* _What is expected_
Please return every line of the records below that holds the word "strokeStyle".

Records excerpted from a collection
━━━━━━━━━━
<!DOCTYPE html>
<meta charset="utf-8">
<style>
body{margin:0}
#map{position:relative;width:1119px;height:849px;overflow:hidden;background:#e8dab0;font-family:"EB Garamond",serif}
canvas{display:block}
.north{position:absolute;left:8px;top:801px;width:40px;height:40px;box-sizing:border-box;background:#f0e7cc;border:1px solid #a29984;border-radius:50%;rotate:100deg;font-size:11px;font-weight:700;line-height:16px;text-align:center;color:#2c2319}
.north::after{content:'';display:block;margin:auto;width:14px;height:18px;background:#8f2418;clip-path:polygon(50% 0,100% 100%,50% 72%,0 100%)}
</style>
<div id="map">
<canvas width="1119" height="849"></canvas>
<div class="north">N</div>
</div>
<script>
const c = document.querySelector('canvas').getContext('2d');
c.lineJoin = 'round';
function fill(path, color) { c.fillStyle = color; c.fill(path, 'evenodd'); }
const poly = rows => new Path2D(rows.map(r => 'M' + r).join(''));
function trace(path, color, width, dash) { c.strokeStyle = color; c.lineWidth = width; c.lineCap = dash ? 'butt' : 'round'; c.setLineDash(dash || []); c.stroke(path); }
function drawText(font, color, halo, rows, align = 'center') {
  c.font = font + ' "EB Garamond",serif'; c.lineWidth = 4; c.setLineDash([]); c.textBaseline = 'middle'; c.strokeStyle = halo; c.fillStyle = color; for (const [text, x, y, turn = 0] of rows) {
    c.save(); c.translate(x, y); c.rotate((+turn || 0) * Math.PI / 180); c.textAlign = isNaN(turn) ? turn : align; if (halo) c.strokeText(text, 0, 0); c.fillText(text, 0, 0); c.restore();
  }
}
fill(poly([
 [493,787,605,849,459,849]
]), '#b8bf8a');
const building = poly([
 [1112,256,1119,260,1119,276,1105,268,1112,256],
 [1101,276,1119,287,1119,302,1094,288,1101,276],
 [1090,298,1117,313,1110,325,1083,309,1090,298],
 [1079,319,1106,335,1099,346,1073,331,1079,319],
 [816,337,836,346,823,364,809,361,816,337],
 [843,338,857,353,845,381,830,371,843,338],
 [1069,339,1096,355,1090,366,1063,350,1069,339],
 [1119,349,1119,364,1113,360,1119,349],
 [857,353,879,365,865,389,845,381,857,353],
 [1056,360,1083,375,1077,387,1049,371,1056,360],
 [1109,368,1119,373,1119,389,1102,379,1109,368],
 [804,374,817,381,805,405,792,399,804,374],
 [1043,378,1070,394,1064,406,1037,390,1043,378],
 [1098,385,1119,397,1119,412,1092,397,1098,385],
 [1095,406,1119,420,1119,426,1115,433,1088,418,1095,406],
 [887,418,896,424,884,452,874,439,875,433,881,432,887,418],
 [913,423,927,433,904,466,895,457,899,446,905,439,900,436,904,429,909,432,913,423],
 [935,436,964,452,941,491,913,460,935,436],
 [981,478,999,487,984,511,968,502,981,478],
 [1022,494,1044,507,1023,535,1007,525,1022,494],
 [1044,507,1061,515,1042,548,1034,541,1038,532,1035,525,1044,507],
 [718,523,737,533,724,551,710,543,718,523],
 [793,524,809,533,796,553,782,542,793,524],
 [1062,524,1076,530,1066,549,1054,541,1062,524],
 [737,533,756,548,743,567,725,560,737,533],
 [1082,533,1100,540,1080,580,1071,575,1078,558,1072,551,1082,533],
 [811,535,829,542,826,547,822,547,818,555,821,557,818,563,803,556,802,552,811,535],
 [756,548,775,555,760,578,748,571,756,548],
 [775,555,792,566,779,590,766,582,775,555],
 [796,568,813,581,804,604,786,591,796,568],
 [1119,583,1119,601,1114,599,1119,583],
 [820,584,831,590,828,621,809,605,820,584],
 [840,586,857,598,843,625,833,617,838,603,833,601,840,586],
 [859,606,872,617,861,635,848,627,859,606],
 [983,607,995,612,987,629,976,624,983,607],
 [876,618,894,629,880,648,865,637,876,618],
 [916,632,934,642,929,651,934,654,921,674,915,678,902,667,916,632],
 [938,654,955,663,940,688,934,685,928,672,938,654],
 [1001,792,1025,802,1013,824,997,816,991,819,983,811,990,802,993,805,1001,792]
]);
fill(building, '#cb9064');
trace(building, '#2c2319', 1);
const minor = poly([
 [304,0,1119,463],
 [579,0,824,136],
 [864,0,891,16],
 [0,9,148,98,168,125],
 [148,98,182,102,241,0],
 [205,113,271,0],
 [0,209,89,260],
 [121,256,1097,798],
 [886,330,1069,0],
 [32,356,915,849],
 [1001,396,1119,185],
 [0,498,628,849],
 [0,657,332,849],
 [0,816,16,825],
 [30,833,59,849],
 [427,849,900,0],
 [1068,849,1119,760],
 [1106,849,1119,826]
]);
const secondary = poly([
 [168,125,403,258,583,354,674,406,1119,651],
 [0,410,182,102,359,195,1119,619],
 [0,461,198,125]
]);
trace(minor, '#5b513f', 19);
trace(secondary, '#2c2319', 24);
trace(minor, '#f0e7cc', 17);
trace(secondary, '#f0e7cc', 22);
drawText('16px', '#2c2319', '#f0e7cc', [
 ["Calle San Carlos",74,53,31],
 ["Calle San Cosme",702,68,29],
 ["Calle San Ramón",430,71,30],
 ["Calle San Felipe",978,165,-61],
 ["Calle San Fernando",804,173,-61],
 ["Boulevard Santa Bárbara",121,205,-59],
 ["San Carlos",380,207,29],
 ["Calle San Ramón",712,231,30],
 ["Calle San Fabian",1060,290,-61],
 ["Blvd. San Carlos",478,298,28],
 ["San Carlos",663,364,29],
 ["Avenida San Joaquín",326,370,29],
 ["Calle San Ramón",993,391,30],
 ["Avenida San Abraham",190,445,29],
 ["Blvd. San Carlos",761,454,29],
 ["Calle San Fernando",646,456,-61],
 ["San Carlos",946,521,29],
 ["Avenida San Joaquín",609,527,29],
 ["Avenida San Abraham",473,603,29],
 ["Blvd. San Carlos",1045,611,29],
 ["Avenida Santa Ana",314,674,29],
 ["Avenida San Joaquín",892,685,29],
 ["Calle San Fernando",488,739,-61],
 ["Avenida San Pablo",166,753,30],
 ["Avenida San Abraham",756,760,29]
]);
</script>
━━━━━━━━━━
* _Written response_
function trace(path, color, width, dash) { c.strokeStyle = color; c.lineWidth = width; c.lineCap = dash ? 'butt' : 'round'; c.setLineDash(dash || []); c.stroke(path); }
  c.font = font + ' "EB Garamond",serif'; c.lineWidth = 4; c.setLineDash([]); c.textBaseline = 'middle'; c.strokeStyle = halo; c.fillStyle = color; for (const [text, x, y, turn = 0] of rows) {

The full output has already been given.